Something unusual for Christmas from Cybersecurity-Magazine: our first book review. Not only that, but also a review on a fiction book – strange choice for a cybersecurity platform, wouldn’t you think? For good reasons, though. Firstly, one of the authors of “Het Virus” (the original title of the book) is Eddy Willems, Anti-Virus-Expert literally from the dawn of computer viruses. And secondly, this book is well worth your while. With just a tiny disadvantage which hopefully will be a thing of the past very soon.
Let’s start with the latter: “Het Virus” is currently only available in Dutch, but we have been assured that there are plans for translations into other languages. Which would be most welcome from my personal point of view. Although I do speak Dutch, I am not using it very often. Usually I am a fast reader, but “Het Virus” took me considerably longer to finish. If I would’ve read it in a more familiar language, I probably would have finished it in a few hours, as the story is fast paced and thrilling.

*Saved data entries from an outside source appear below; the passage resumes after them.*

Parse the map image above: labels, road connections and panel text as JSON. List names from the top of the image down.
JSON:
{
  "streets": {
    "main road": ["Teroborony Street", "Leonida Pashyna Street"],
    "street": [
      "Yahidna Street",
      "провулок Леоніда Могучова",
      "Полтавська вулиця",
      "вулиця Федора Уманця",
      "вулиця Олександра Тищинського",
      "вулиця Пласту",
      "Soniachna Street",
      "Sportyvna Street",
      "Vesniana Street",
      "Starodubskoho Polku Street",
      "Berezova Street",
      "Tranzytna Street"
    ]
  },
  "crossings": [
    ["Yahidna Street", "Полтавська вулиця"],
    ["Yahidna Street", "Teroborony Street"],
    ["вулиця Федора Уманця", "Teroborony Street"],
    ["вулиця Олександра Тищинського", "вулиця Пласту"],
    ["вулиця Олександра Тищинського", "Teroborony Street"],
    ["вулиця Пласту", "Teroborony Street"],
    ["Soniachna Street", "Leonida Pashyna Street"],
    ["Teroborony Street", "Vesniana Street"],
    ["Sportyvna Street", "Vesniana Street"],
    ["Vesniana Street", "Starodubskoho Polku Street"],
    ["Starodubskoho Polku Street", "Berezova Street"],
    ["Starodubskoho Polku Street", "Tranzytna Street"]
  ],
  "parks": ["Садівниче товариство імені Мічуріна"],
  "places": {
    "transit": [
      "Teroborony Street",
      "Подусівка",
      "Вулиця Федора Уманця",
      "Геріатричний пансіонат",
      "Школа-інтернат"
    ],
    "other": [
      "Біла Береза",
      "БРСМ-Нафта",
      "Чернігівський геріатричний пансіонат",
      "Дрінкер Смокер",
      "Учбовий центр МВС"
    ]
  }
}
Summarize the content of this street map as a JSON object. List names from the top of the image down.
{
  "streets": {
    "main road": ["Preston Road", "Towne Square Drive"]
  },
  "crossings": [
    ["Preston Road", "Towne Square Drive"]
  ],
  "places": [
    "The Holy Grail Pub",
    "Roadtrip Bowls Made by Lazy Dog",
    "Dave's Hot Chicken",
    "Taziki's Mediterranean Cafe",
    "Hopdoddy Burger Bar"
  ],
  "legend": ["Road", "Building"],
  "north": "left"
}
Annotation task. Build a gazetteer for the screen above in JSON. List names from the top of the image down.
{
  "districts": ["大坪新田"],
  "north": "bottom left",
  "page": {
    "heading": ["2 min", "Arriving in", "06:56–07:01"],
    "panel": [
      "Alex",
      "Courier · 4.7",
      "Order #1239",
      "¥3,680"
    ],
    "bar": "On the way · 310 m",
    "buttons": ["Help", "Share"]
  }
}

“Het Virus” is set in the near future, where an evil mastermind is set to release a virus onto the world. A NATO agent and a communications specialist are bound to stop him, along with some experienced anti-virus experts. While that sounds familiar and foreseeable for a thriller, there are a few things which set the book apart from your usual suspense novel. Firstly, while at first glance the story looks foreseeable, it is not. Proof of point is the twist at the end. Of course, I’m not going to say what it is, but if you would like to get a general idea of the book and its protagonists, I do recommend reading the short story, which Eddy Willems published as the last chapter in his (non-fiction) book “Cyberdanger”. This short story serves as a prequel to “Het Virus”, though it’s perfectly possible to read the book without knowing the short story.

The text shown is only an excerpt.